N[2228736/5306880*100]
says the computation is 42% done.
UPDATE
Feb 24, 2018, 11:10 am
Here is the latest output: done iter 2443776 4.1295732917069*10^6.
Then
(4.1295732917069*10^6 sec) /(2443776 iterations) (5306880 iterations)/(3600 sec/hour)/(24 hour/day)
gives 103.793 day.
Entering "7 Jan 2018 15:14:50 EST+103.793 days" into Wolfram Alpha tells us the computation should be done around "10:16:45 am EST | Saturday, April 21, 2018".

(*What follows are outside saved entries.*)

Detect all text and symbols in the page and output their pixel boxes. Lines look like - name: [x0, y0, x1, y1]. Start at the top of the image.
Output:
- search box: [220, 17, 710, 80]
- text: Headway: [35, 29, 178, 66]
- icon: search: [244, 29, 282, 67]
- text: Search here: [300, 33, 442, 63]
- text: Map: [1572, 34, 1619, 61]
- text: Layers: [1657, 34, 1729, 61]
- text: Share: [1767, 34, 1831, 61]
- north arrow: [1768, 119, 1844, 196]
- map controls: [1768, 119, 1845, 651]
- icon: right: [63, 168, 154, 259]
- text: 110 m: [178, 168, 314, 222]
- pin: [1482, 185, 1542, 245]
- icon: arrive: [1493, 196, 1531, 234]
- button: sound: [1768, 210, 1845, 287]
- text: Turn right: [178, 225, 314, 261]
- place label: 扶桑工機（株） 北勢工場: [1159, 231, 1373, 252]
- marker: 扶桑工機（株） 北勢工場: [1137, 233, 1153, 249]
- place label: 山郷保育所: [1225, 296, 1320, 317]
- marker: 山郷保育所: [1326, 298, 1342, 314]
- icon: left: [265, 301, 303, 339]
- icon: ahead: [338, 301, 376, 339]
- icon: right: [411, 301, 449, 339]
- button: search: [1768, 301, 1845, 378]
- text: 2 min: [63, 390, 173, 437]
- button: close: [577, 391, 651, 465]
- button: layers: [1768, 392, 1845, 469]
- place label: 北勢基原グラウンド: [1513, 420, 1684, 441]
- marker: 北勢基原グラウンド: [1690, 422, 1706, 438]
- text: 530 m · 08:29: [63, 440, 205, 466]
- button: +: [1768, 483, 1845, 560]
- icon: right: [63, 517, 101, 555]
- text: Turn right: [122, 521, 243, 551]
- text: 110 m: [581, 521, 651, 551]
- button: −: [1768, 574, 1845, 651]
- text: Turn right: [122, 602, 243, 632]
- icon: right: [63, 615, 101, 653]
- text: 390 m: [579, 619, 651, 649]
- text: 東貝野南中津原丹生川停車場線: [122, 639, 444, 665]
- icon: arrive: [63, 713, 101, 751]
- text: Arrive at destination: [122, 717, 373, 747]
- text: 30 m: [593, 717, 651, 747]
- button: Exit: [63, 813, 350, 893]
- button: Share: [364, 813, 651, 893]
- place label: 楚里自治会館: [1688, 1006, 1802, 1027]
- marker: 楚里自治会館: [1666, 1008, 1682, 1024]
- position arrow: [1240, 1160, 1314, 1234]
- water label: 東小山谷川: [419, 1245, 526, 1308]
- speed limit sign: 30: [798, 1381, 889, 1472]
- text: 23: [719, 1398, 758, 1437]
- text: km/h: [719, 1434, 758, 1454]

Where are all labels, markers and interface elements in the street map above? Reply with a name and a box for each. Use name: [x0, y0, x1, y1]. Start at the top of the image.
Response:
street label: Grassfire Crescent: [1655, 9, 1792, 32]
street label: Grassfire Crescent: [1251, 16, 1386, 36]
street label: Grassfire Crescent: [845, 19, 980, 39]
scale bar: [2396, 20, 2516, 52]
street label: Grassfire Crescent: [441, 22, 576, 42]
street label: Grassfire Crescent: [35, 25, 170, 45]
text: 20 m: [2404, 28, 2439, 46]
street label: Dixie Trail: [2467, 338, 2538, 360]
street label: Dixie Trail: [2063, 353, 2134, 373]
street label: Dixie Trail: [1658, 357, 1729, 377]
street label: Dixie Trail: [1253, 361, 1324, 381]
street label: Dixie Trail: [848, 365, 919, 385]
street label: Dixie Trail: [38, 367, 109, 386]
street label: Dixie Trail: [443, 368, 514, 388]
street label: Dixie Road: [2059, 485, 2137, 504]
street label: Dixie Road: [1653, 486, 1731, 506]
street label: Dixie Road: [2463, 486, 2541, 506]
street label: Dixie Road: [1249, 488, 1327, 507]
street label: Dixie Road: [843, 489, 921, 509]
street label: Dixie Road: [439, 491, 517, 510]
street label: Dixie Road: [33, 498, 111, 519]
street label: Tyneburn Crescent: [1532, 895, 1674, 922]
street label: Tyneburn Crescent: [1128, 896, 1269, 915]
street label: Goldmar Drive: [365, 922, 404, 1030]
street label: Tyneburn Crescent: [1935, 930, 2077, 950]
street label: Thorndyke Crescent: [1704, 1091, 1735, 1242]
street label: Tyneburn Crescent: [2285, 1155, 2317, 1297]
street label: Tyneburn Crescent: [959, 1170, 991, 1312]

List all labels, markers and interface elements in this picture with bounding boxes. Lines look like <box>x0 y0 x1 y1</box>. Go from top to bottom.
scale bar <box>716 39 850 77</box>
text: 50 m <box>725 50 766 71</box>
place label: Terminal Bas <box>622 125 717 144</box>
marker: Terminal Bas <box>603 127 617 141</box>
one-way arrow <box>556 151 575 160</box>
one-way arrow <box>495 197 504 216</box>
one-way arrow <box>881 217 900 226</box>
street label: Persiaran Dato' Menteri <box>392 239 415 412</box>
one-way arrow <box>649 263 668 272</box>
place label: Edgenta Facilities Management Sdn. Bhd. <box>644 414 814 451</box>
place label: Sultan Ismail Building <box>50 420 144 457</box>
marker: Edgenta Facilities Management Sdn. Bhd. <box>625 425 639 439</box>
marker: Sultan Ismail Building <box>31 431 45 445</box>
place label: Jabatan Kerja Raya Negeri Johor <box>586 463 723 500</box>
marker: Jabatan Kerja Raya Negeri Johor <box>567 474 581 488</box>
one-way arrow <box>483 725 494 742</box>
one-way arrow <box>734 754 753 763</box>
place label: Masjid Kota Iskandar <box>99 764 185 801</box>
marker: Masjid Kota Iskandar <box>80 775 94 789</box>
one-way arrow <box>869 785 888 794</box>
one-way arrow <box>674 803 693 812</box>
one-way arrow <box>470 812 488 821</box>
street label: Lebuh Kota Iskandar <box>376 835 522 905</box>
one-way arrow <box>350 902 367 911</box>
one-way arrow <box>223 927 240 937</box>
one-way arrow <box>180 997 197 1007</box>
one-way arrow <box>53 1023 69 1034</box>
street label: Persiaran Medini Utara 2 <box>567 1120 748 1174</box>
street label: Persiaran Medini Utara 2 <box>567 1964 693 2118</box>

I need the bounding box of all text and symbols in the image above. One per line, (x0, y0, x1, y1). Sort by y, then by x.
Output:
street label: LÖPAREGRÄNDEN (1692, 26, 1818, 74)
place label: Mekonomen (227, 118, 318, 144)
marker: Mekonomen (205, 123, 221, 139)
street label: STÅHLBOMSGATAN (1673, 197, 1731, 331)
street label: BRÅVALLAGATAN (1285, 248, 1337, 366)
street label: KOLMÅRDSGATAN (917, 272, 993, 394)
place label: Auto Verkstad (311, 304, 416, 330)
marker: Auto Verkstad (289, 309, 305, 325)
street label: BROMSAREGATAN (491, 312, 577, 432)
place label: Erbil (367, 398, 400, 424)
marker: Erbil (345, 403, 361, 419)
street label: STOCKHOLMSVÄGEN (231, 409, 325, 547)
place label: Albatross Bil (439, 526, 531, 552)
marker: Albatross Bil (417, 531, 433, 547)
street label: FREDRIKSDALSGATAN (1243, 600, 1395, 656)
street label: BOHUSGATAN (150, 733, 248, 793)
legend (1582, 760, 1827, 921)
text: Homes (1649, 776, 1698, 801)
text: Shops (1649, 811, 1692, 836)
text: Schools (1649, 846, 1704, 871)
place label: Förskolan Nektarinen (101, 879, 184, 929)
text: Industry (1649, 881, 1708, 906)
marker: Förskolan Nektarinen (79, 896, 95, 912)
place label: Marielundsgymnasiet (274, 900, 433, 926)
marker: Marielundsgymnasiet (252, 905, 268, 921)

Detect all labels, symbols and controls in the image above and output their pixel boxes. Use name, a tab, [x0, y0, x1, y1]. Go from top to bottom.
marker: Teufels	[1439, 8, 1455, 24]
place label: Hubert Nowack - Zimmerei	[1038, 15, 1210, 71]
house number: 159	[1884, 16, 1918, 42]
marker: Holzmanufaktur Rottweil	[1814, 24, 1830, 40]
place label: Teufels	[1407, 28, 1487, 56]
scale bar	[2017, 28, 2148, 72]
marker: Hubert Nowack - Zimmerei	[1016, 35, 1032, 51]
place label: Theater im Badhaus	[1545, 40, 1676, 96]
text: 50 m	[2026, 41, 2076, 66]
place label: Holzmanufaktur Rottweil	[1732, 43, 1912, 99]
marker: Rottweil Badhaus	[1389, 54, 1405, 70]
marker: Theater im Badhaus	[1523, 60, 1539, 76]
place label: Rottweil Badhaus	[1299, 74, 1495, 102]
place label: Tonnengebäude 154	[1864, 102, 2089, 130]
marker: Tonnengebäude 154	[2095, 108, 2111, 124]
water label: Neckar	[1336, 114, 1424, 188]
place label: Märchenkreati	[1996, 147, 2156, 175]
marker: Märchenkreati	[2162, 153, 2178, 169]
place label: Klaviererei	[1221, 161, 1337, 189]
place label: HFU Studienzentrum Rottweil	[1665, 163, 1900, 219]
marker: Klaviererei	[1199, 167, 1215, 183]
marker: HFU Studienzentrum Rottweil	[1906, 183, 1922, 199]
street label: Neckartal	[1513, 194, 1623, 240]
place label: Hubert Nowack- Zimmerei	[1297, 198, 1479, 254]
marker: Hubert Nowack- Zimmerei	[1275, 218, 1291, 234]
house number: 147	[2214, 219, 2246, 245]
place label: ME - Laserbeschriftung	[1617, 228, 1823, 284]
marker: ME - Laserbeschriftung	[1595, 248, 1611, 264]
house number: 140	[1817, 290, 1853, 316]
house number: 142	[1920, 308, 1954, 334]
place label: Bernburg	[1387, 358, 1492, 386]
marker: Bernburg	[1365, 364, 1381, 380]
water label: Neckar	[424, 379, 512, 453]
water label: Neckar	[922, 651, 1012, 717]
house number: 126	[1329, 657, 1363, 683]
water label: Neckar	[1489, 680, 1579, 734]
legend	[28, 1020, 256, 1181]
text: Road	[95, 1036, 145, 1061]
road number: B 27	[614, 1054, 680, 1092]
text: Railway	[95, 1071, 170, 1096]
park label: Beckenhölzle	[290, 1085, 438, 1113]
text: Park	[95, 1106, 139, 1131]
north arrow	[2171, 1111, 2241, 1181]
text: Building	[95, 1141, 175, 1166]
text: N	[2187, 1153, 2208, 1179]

That is 55.97 days from now.
UPDATE
Feb 28, 2018, 1:00 pm
Here is the latest output: done iter 2651136 4.4847945582592*10^6.
N[2651136/5306880*100]
says the computation is 1/2 done.
UPDATE
Mar 04, 2018, 8:00 am
Here is the latest output: done iter 2843136 4.8117075999279*10^6.
Then
(4.8117075999279*10^6 sec) /(2843136 iterations) (5306880 iterations)/(3600 sec/hour)/(24 hour/day)
gives 103.951 day.
Entering "7 Jan 2018 15:14:50 EST+103.951 days" into Wolfram Alpha tells us the computation should be done around "2:04:16 pm EST | Saturday, April 21, 2018". That is 48.26 days from now.
UPDATE
Mar 08, 2018, 9:49 am
Here is the latest output: done iter 3048960 5.1636602440434*10^6.
N[3048960/5306880*100]
says the computation is 57.453% done.